## Data records:
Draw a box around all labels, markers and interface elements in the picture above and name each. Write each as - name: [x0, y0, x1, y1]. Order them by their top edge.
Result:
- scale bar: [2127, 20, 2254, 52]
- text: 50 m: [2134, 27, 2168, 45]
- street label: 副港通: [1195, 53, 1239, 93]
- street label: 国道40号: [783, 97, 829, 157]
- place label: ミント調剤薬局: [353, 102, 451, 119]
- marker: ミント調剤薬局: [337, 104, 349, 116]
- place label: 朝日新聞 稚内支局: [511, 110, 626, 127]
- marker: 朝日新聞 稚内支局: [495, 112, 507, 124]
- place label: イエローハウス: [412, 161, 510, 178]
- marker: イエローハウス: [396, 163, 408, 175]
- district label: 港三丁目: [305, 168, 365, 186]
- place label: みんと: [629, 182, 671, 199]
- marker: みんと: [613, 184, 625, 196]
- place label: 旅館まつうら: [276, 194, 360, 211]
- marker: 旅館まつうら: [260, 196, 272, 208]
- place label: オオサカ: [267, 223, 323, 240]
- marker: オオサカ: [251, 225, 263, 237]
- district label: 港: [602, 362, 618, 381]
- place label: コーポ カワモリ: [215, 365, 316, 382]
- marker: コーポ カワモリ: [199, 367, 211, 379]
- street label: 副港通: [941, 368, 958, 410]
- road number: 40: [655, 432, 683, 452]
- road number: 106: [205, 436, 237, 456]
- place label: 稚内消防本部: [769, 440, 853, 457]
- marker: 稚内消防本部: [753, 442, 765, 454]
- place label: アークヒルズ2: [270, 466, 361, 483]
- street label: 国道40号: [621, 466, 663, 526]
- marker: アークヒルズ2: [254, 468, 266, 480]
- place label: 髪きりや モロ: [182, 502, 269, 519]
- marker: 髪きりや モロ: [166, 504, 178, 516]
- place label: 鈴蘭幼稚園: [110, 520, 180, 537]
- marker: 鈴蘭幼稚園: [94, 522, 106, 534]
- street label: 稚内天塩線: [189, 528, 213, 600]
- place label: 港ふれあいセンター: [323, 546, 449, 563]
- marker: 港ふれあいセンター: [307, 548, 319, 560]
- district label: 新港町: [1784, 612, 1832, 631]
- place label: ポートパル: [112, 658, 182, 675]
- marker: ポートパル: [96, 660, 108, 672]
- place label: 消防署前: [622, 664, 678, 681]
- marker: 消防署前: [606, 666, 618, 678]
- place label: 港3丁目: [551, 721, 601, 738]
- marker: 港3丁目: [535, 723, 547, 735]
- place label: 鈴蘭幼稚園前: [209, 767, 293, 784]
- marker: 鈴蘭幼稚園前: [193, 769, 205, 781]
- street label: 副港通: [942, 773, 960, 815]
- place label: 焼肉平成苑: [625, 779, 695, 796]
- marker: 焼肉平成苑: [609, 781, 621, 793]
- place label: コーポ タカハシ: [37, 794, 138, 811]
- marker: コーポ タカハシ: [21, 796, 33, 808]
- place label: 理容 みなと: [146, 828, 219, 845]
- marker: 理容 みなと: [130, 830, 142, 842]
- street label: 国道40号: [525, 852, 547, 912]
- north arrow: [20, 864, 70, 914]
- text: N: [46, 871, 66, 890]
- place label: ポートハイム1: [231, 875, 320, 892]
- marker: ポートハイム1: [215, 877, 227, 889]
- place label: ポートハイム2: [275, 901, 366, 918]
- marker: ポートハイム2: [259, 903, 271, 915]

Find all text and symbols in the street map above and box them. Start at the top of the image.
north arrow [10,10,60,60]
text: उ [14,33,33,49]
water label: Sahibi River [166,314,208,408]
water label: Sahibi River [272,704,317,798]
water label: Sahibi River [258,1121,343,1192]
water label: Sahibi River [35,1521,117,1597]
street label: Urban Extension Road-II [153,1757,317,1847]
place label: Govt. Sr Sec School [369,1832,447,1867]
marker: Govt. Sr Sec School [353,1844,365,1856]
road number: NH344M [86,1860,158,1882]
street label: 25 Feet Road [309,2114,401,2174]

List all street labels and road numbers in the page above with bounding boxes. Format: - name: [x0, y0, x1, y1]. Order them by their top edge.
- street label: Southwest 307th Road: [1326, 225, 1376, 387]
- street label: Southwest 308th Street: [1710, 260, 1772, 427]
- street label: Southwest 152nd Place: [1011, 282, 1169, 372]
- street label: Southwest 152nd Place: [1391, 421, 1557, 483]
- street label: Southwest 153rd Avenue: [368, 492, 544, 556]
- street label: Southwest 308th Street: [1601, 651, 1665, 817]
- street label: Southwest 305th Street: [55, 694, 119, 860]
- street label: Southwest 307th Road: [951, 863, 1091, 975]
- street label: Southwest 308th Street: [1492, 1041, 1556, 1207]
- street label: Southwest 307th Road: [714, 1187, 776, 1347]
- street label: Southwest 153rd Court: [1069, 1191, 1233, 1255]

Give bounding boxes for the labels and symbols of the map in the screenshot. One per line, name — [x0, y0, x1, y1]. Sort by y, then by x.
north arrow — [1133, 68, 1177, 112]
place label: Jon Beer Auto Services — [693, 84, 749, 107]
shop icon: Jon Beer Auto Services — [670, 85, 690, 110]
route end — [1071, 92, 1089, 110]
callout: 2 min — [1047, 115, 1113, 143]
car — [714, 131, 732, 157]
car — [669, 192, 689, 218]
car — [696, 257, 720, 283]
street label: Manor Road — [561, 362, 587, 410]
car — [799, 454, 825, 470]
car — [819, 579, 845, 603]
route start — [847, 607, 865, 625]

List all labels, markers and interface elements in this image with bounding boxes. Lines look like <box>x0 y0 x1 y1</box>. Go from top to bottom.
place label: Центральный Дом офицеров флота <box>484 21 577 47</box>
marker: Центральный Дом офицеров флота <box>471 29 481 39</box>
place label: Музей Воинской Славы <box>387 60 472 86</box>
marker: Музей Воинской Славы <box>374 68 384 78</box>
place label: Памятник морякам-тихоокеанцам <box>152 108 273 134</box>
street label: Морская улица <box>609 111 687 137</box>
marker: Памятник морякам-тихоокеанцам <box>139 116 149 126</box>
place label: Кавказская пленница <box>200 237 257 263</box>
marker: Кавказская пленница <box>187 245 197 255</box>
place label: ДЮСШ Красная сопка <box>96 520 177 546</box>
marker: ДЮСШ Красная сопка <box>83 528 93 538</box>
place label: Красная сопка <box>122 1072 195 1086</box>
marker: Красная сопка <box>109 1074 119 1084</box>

## The problem:
Every record above should be written out exactly.

## The answer:
Draw a box around all labels, markers and interface elements in the picture above and name each. Write each as - name: [x0, y0, x1, y1]. Order them by their top edge.
Result:
- scale bar: [2127, 20, 2254, 52]
- text: 50 m: [2134, 27, 2168, 45]
- street label: 副港通: [1195, 53, 1239, 93]
- street label: 国道40号: [783, 97, 829, 157]
- place label: ミント調剤薬局: [353, 102, 451, 119]
- marker: ミント調剤薬局: [337, 104, 349, 116]
- place label: 朝日新聞 稚内支局: [511, 110, 626, 127]
- marker: 朝日新聞 稚内支局: [495, 112, 507, 124]
- place label: イエローハウス: [412, 161, 510, 178]
- marker: イエローハウス: [396, 163, 408, 175]
- district label: 港三丁目: [305, 168, 365, 186]
- place label: みんと: [629, 182, 671, 199]
- marker: みんと: [613, 184, 625, 196]
- place label: 旅館まつうら: [276, 194, 360, 211]
- marker: 旅館まつうら: [260, 196, 272, 208]
- place label: オオサカ: [267, 223, 323, 240]
- marker: オオサカ: [251, 225, 263, 237]
- district label: 港: [602, 362, 618, 381]
- place label: コーポ カワモリ: [215, 365, 316, 382]
- marker: コーポ カワモリ: [199, 367, 211, 379]
- street label: 副港通: [941, 368, 958, 410]
- road number: 40: [655, 432, 683, 452]
- road number: 106: [205, 436, 237, 456]
- place label: 稚内消防本部: [769, 440, 853, 457]
- marker: 稚内消防本部: [753, 442, 765, 454]
- place label: アークヒルズ2: [270, 466, 361, 483]
- street label: 国道40号: [621, 466, 663, 526]
- marker: アークヒルズ2: [254, 468, 266, 480]
- place label: 髪きりや モロ: [182, 502, 269, 519]
- marker: 髪きりや モロ: [166, 504, 178, 516]
- place label: 鈴蘭幼稚園: [110, 520, 180, 537]
- marker: 鈴蘭幼稚園: [94, 522, 106, 534]
- street label: 稚内天塩線: [189, 528, 213, 600]
- place label: 港ふれあいセンター: [323, 546, 449, 563]
- marker: 港ふれあいセンター: [307, 548, 319, 560]
- district label: 新港町: [1784, 612, 1832, 631]
- place label: ポートパル: [112, 658, 182, 675]
- marker: ポートパル: [96, 660, 108, 672]
- place label: 消防署前: [622, 664, 678, 681]
- marker: 消防署前: [606, 666, 618, 678]
- place label: 港3丁目: [551, 721, 601, 738]
- marker: 港3丁目: [535, 723, 547, 735]
- place label: 鈴蘭幼稚園前: [209, 767, 293, 784]
- marker: 鈴蘭幼稚園前: [193, 769, 205, 781]
- street label: 副港通: [942, 773, 960, 815]
- place label: 焼肉平成苑: [625, 779, 695, 796]
- marker: 焼肉平成苑: [609, 781, 621, 793]
- place label: コーポ タカハシ: [37, 794, 138, 811]
- marker: コーポ タカハシ: [21, 796, 33, 808]
- place label: 理容 みなと: [146, 828, 219, 845]
- marker: 理容 みなと: [130, 830, 142, 842]
- street label: 国道40号: [525, 852, 547, 912]
- north arrow: [20, 864, 70, 914]
- text: N: [46, 871, 66, 890]
- place label: ポートハイム1: [231, 875, 320, 892]
- marker: ポートハイム1: [215, 877, 227, 889]
- place label: ポートハイム2: [275, 901, 366, 918]
- marker: ポートハイム2: [259, 903, 271, 915]

Find all text and symbols in the street map above and box them. Start at the top of the image.
north arrow [10,10,60,60]
text: उ [14,33,33,49]
water label: Sahibi River [166,314,208,408]
water label: Sahibi River [272,704,317,798]
water label: Sahibi River [258,1121,343,1192]
water label: Sahibi River [35,1521,117,1597]
street label: Urban Extension Road-II [153,1757,317,1847]
place label: Govt. Sr Sec School [369,1832,447,1867]
marker: Govt. Sr Sec School [353,1844,365,1856]
road number: NH344M [86,1860,158,1882]
street label: 25 Feet Road [309,2114,401,2174]

List all street labels and road numbers in the page above with bounding boxes. Format: - name: [x0, y0, x1, y1]. Order them by their top edge.
- street label: Southwest 307th Road: [1326, 225, 1376, 387]
- street label: Southwest 308th Street: [1710, 260, 1772, 427]
- street label: Southwest 152nd Place: [1011, 282, 1169, 372]
- street label: Southwest 152nd Place: [1391, 421, 1557, 483]
- street label: Southwest 153rd Avenue: [368, 492, 544, 556]
- street label: Southwest 308th Street: [1601, 651, 1665, 817]
- street label: Southwest 305th Street: [55, 694, 119, 860]
- street label: Southwest 307th Road: [951, 863, 1091, 975]
- street label: Southwest 308th Street: [1492, 1041, 1556, 1207]
- street label: Southwest 307th Road: [714, 1187, 776, 1347]
- street label: Southwest 153rd Court: [1069, 1191, 1233, 1255]

Give bounding boxes for the labels and symbols of the map in the screenshot. One per line, name — [x0, y0, x1, y1]. Sort by y, then by x.
north arrow — [1133, 68, 1177, 112]
place label: Jon Beer Auto Services — [693, 84, 749, 107]
shop icon: Jon Beer Auto Services — [670, 85, 690, 110]
route end — [1071, 92, 1089, 110]
callout: 2 min — [1047, 115, 1113, 143]
car — [714, 131, 732, 157]
car — [669, 192, 689, 218]
car — [696, 257, 720, 283]
street label: Manor Road — [561, 362, 587, 410]
car — [799, 454, 825, 470]
car — [819, 579, 845, 603]
route start — [847, 607, 865, 625]

List all labels, markers and interface elements in this image with bounding boxes. Lines look like <box>x0 y0 x1 y1</box>. Go from top to bottom.
place label: Центральный Дом офицеров флота <box>484 21 577 47</box>
marker: Центральный Дом офицеров флота <box>471 29 481 39</box>
place label: Музей Воинской Славы <box>387 60 472 86</box>
marker: Музей Воинской Славы <box>374 68 384 78</box>
place label: Памятник морякам-тихоокеанцам <box>152 108 273 134</box>
street label: Морская улица <box>609 111 687 137</box>
marker: Памятник морякам-тихоокеанцам <box>139 116 149 126</box>
place label: Кавказская пленница <box>200 237 257 263</box>
marker: Кавказская пленница <box>187 245 197 255</box>
place label: ДЮСШ Красная сопка <box>96 520 177 546</box>
marker: ДЮСШ Красная сопка <box>83 528 93 538</box>
place label: Красная сопка <box>122 1072 195 1086</box>
marker: Красная сопка <box>109 1074 119 1084</box>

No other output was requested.